Mean Difference, Standardized Mean Difference (SMD), and Their Use in Meta-Analysis: As Simple as It Gets

In randomized controlled trials (RCTs), endpoint scores, or change scores representing the difference between endpoint and baseline, are values of interest. These values are compared between experimental and control groups, yielding a mean difference between the experimental and control groups for each outcome that is compared. When the mean difference values for a specified outcome, obtained from different RCTs, are all in the same unit (such as when they were all obtained using the same rating instrument), they can be pooled in meta-analysis to yield a summary estimate that is also known as a mean difference (MD). Because pooling of the mean difference from individual RCTs is done after weighting the values for precision, this pooled MD is also known as the weighted mean difference (WMD). Sometimes, different studies use different rating instruments to measure the same outcome; that is, the units of measurement for the outcome of interest are different across studies.
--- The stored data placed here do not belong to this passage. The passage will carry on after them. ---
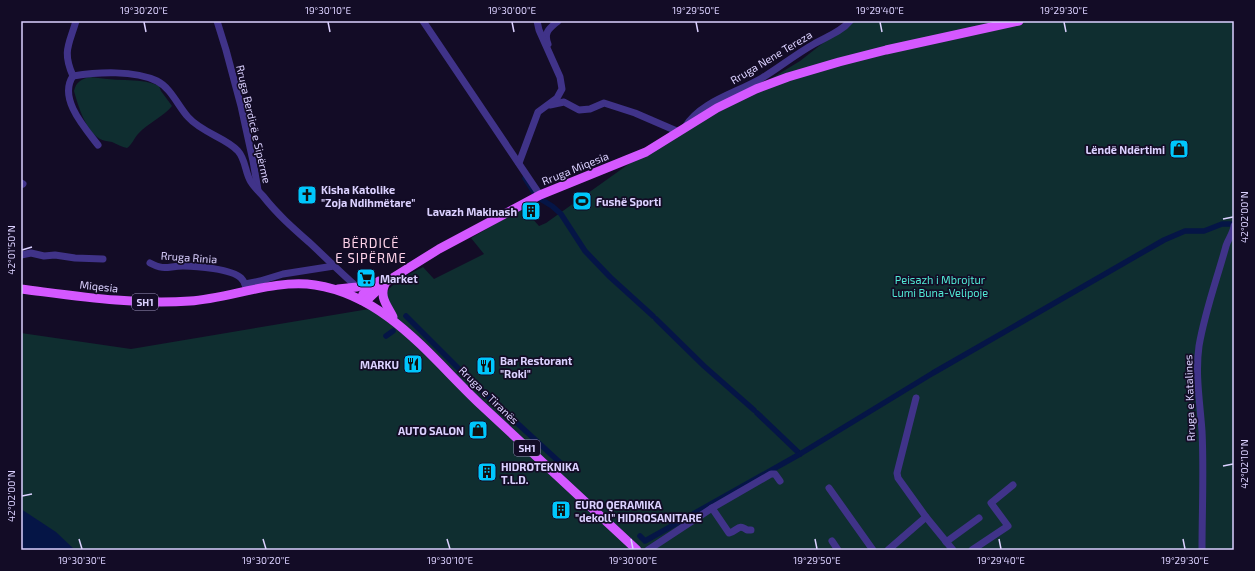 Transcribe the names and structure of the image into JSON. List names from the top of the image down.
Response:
{
  "streets": {
    "main road": [
      "Rruga Miqesia",
      "Miqesia",
      "SH1",
      "Rruga e Tiranës"
    ],
    "street": [
      "Rruga Nene Tereza",
      "Rruga Berdicë e Sipërme",
      "Rruga Rinia",
      "Rruga e Katalines"
    ]
  },
  "crossings": [
    ["Rruga Nene Tereza", "Rruga Miqesia"],
    ["Rruga Miqesia", "SH1"],
    ["Rruga Rinia", "Miqesia"],
    ["Miqesia", "SH1"],
    ["SH1", "Rruga e Tiranës"]
  ],
  "districts": ["BËRDICË E SIPËRME"],
  "parks": ["Peisazh i Mbrojtur Lumi Buna-Velipoje"],
  "places": {
    "shop": ["Lëndë Ndërtimi", "AUTO SALON"],
    "church": ["Kisha Katolike \"Zoja Ndihmëtare\""],
    "sports": ["Fushë Sporti"],
    "building": ["Lavazh Makinash", "HIDROTEKNIKA T.L.D.", "EURO QERAMIKA \"dekoll\" HIDROSANITARE"],
    "supermarket": ["Market"],
    "restaurant": ["MARKU", "Bar Restorant \"Roki\""]
  },
  "coordinates": [
    "19°30'20\"E",
    "19°30'10\"E",
    "19°30'00\"E",
    "19°29'50\"E",
    "19°29'40\"E",
    "19°29'30\"E",
    "42°02'00\"N",
    "42°01'50\"N",
    "42°02'10\"N",
    "19°30'30\"E"
  ]
} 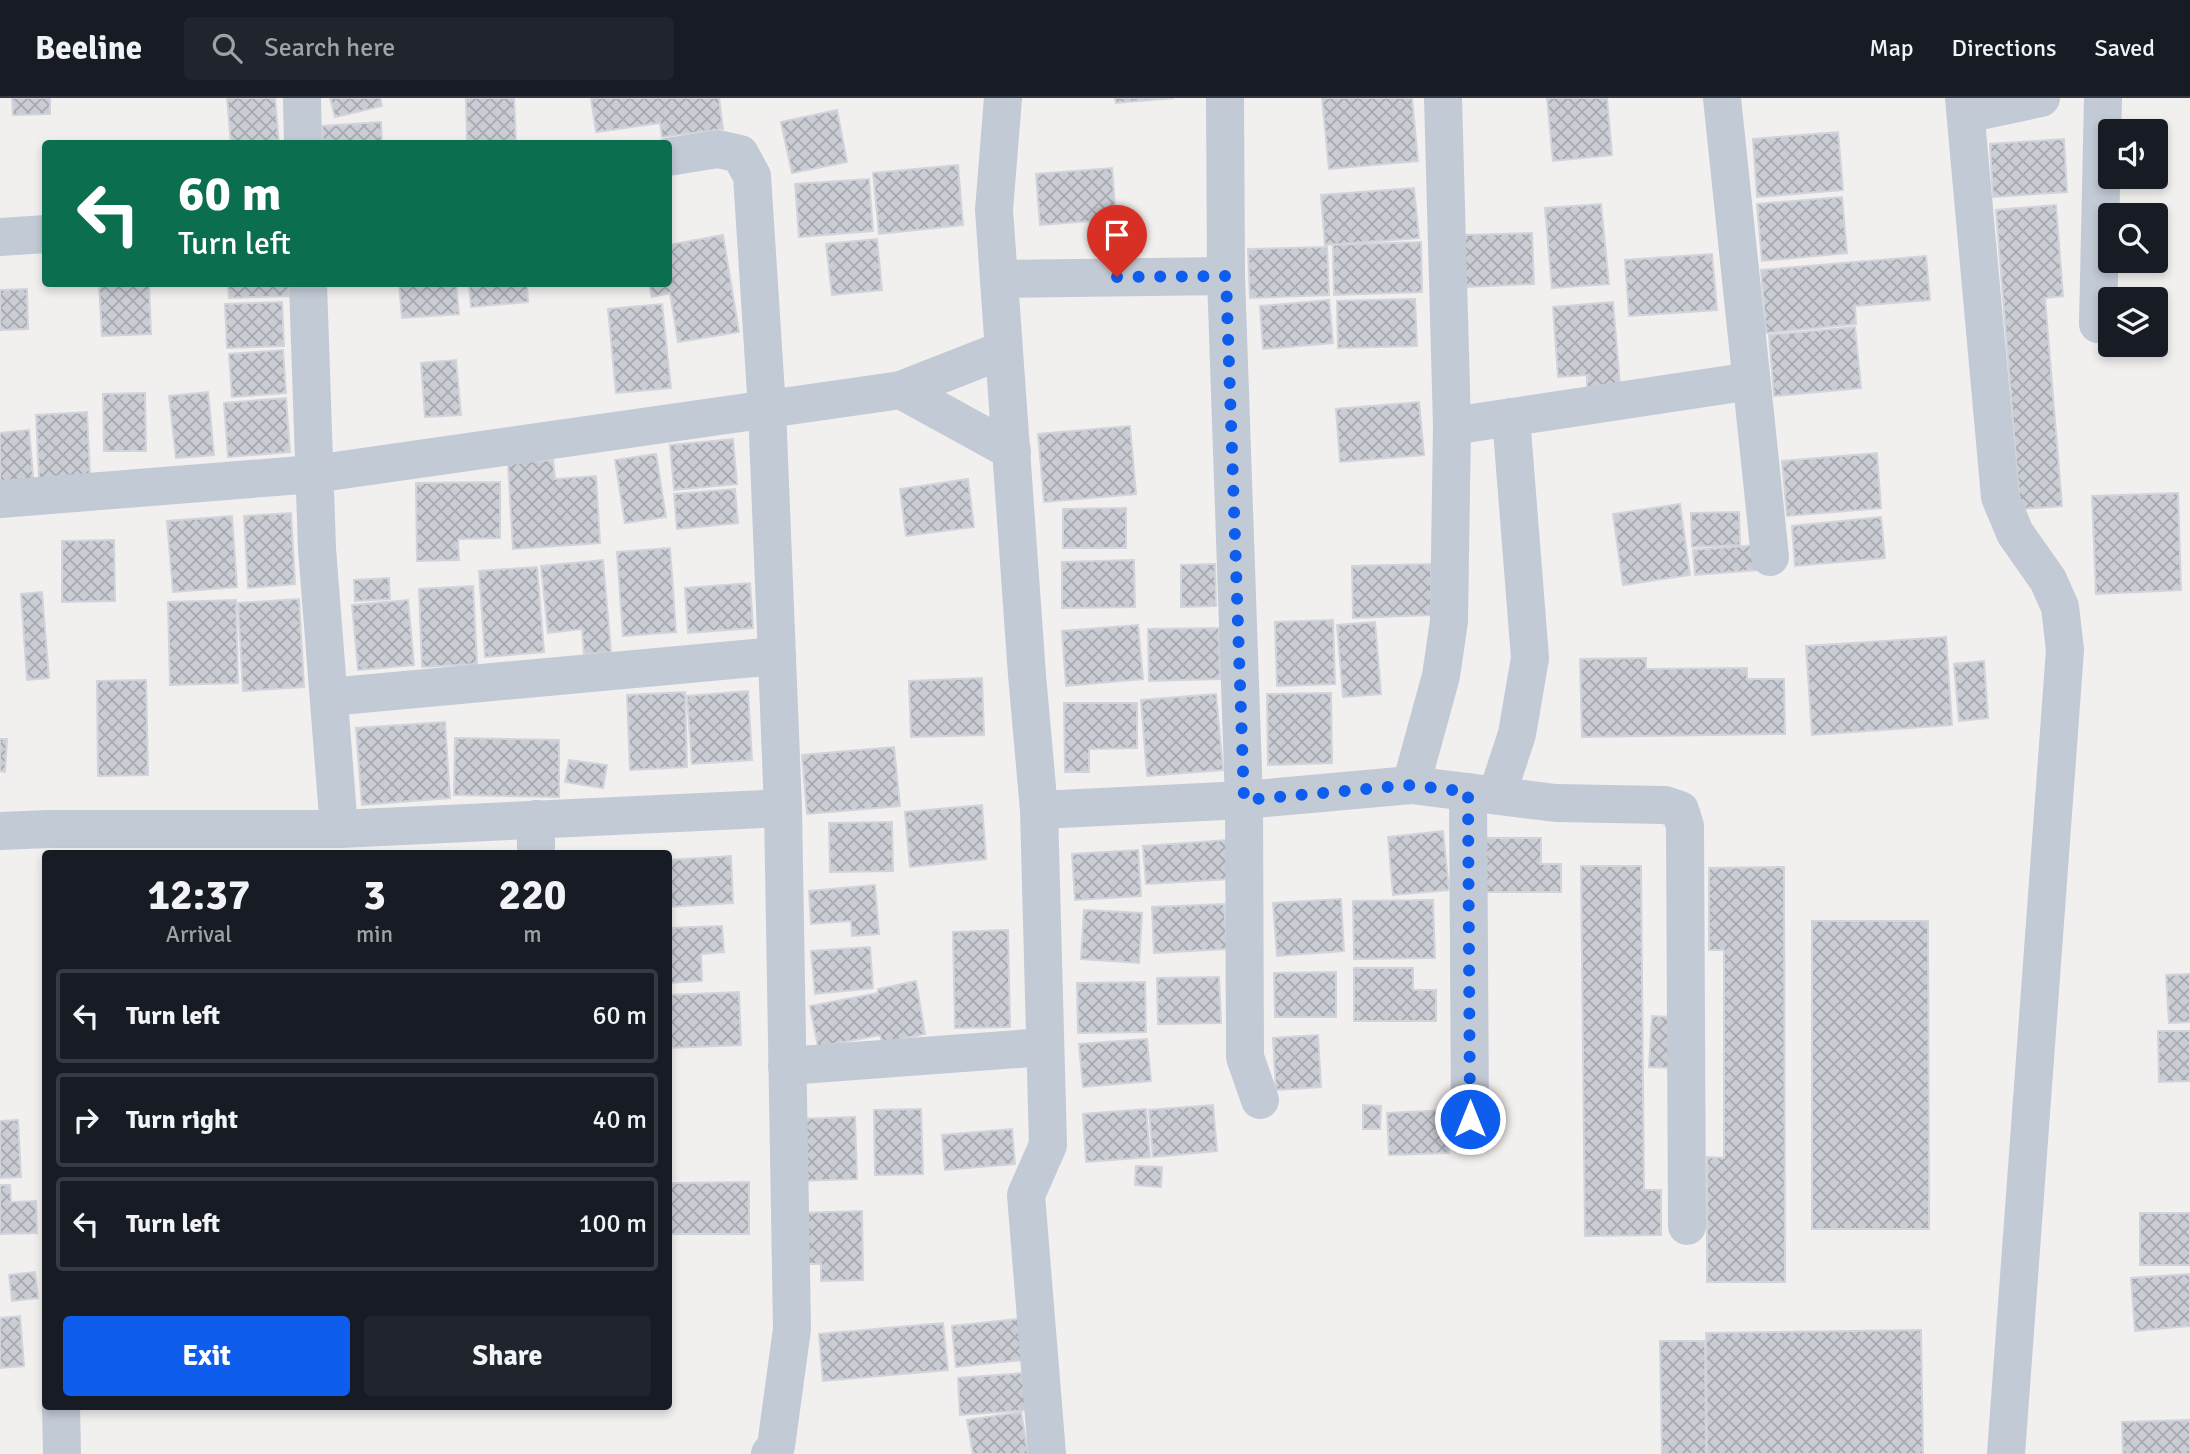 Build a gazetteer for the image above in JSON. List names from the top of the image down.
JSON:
{
  "page": {
    "header": "Beeline",
    "search": "Search here",
    "nav": ["Map", "Directions", "Saved"],
    "turn": ["60 m", "Turn left"],
    "eta": [
      "12:37",
      "Arrival",
      "3",
      "min",
      "220",
      "m"
    ],
    "list": [
      {
        "name": "Turn left",
        "value": "60 m"
      },
      {
        "name": "Turn right",
        "value": "40 m"
      },
      {
        "name": "Turn left",
        "value": "100 m"
      }
    ],
    "buttons": ["Exit", "Share"]
  }
} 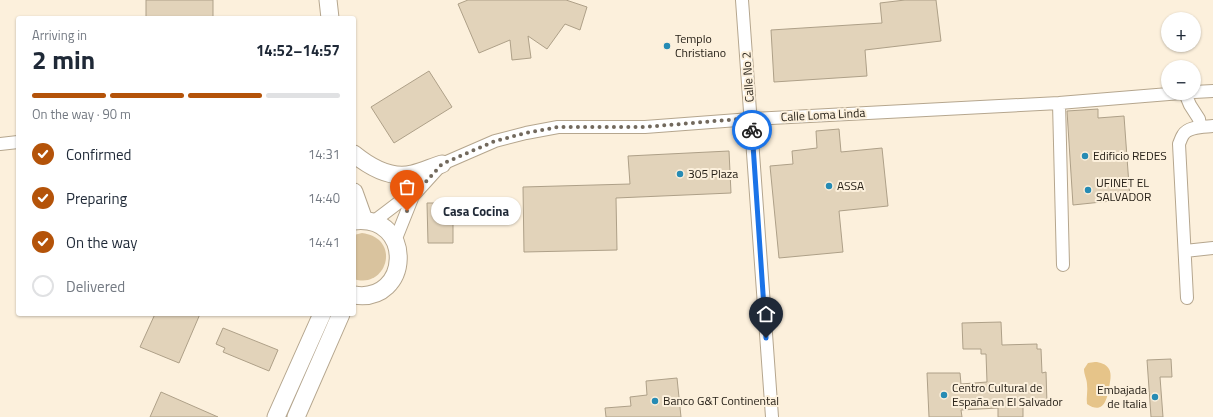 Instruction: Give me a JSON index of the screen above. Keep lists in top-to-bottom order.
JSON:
{
  "streets": {
    "street": ["Calle No 2", "Calle Loma Linda"]
  },
  "crossings": [
    ["Calle No 2", "Calle Loma Linda"]
  ],
  "places": [
    "Templo Christiano",
    "Edificio REDES",
    "305 Plaza",
    "ASSA",
    "UFINET EL SALVADOR",
    "Casa Cocina",
    "Centro Cultural de España en El Salvador",
    "Embajada de Italia",
    "Banco G&T Continental"
  ],
  "page": {
    "map_buttons": ["+", "−"],
    "heading": ["2 min", "Arriving in", "14:52–14:57"],
    "bar": "On the way · 90 m",
    "list": [
      ["Confirmed", "14:31"],
      ["Preparing", "14:40"],
      ["On the way", "14:41"],
      "Delivered"
    ],
    "bubble": "Casa Cocina"
  }
} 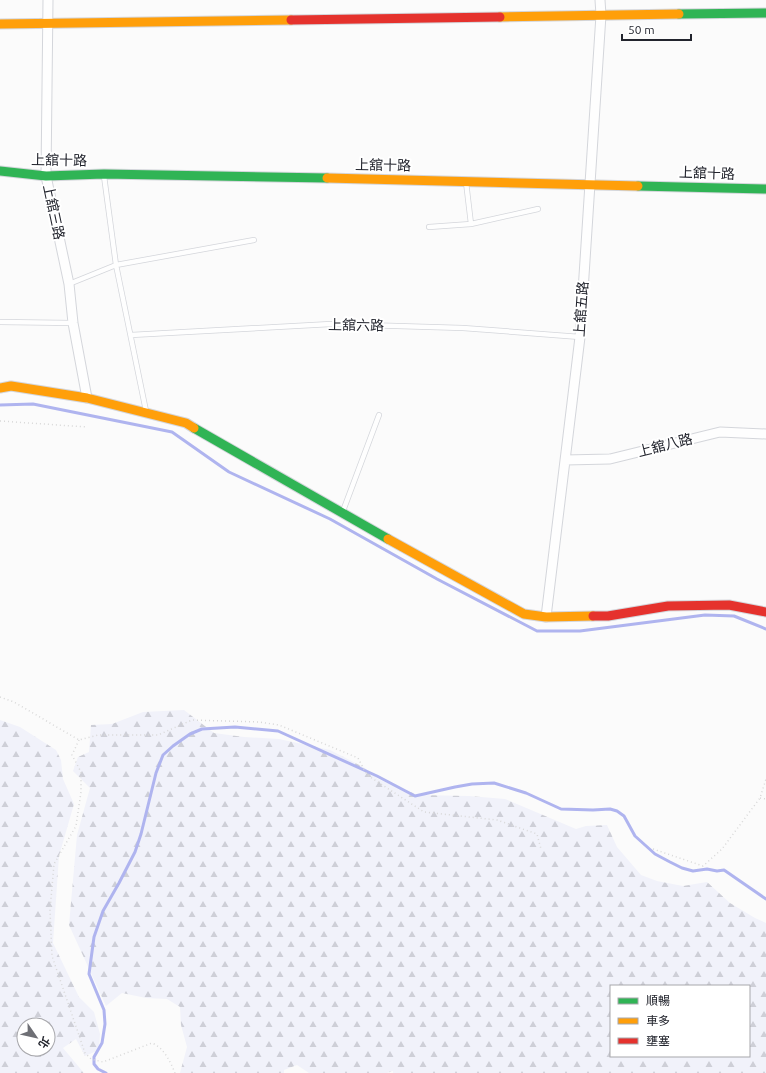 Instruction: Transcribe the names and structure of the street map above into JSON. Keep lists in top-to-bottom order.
{
  "streets": {
    "street": [
      "上舘十路",
      "上舘三路",
      "上舘五路",
      "上舘八路"
    ],
    "lane": ["上舘六路"]
  },
  "crossings": [
    ["上舘十路", "上舘三路"],
    ["上舘十路", "上舘五路"],
    ["上舘五路", "上舘六路"],
    ["上舘五路", "上舘八路"]
  ],
  "legend": ["順暢", "車多", "壅塞"],
  "scale_bar": "50 m",
  "north": "bottom right"
} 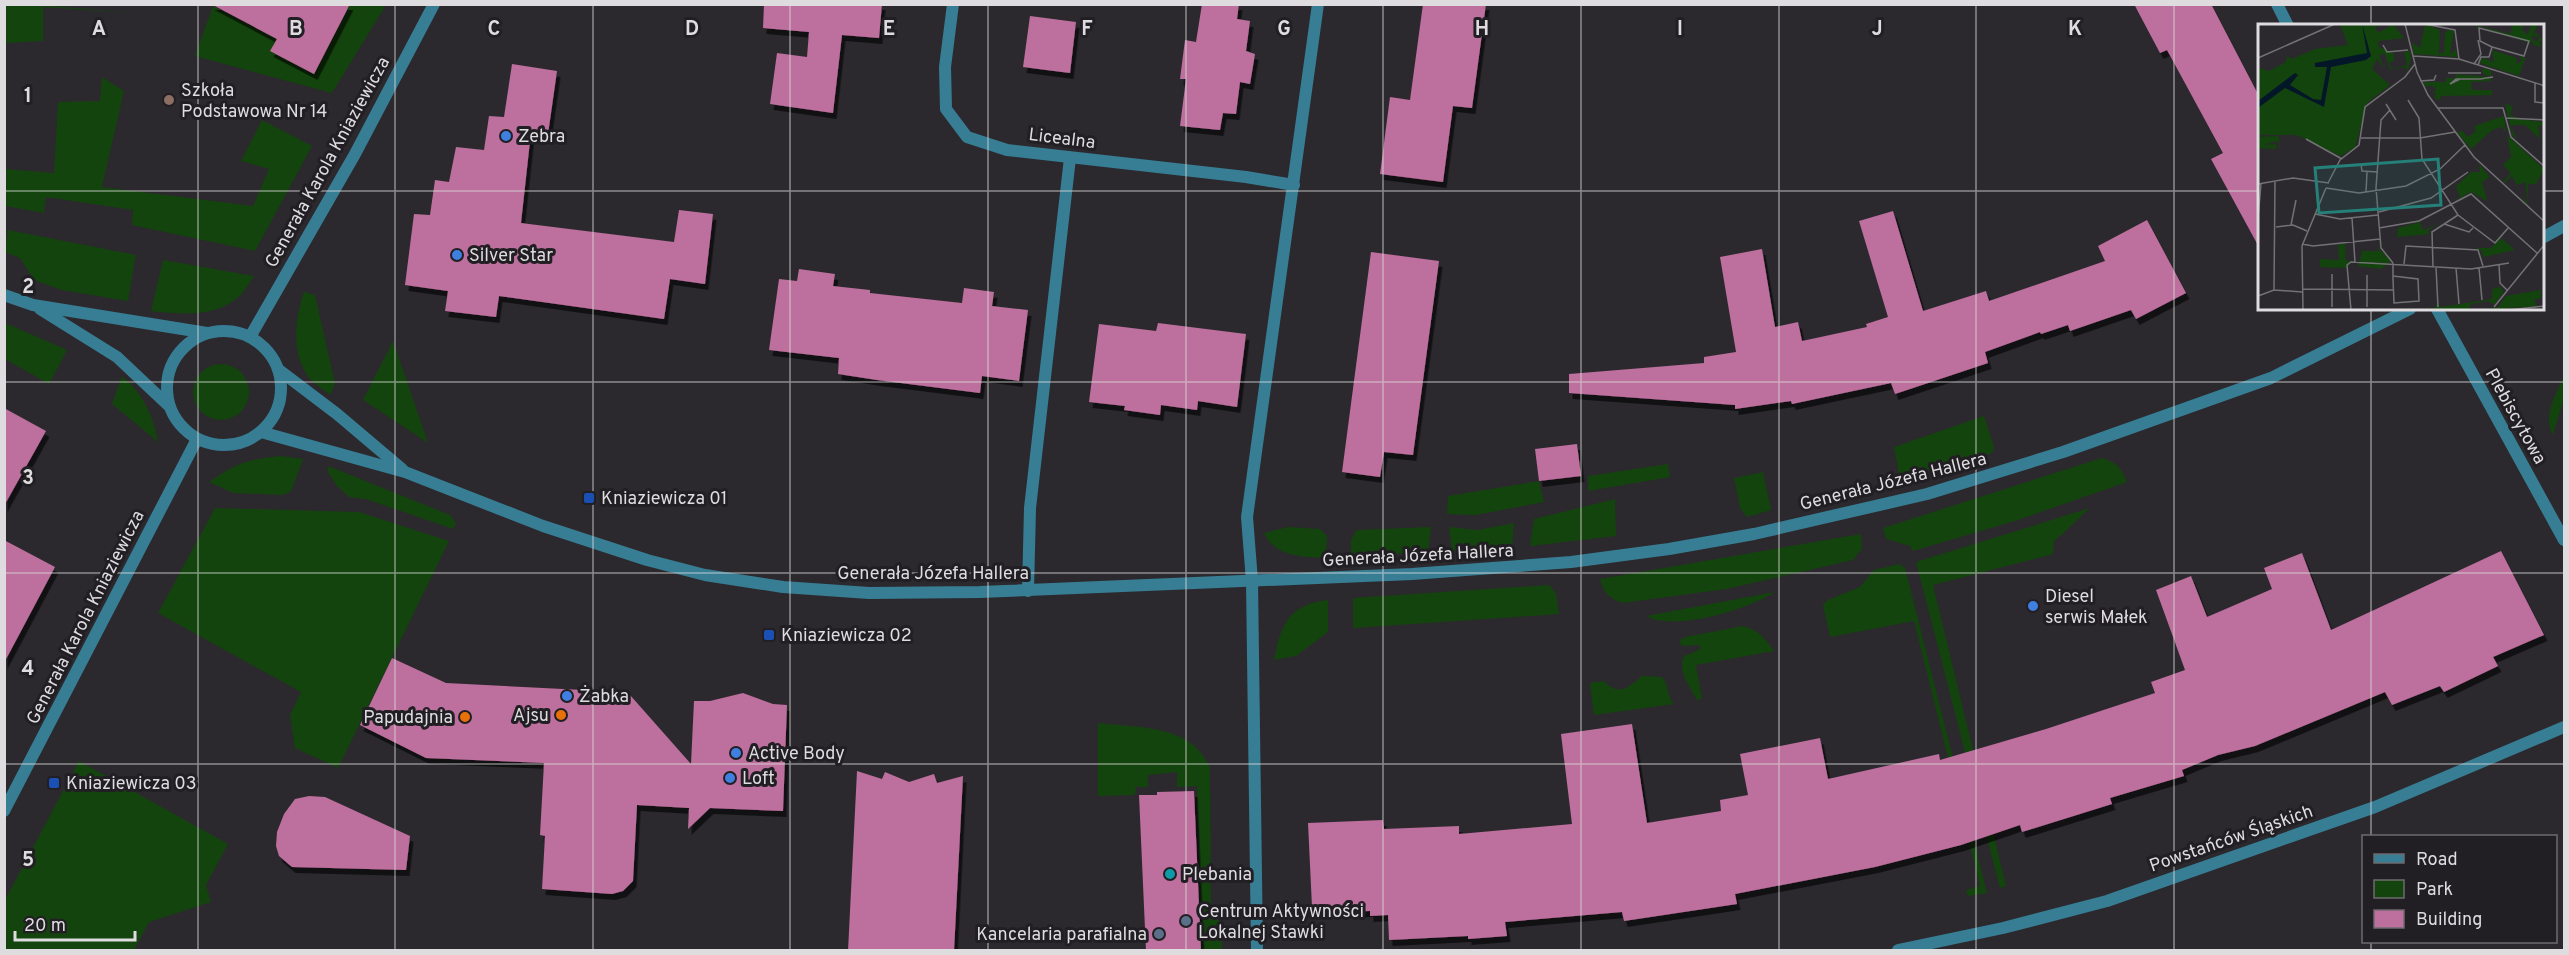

In such cases, the mean differences from the different RCTs cannot be pooled. However, these mean differences can be divided by their respective standard deviations (SDs) to yield a statistic known as the standardized mean difference (SMD). The SD that is used as the divisor is usually either the pooled SD or the SD of the control group; in the former instance, the SMD is known as Cohen's d, and in the latter instance, as Glass' delta. SMDs of 0.2, 0.5, and 0.8 are considered small, medium, and large, respectively. SMDs can be pooled in meta-analysis because the unit is uniform across studies. This article presents and explains the different terms and concepts with the help of simple examples.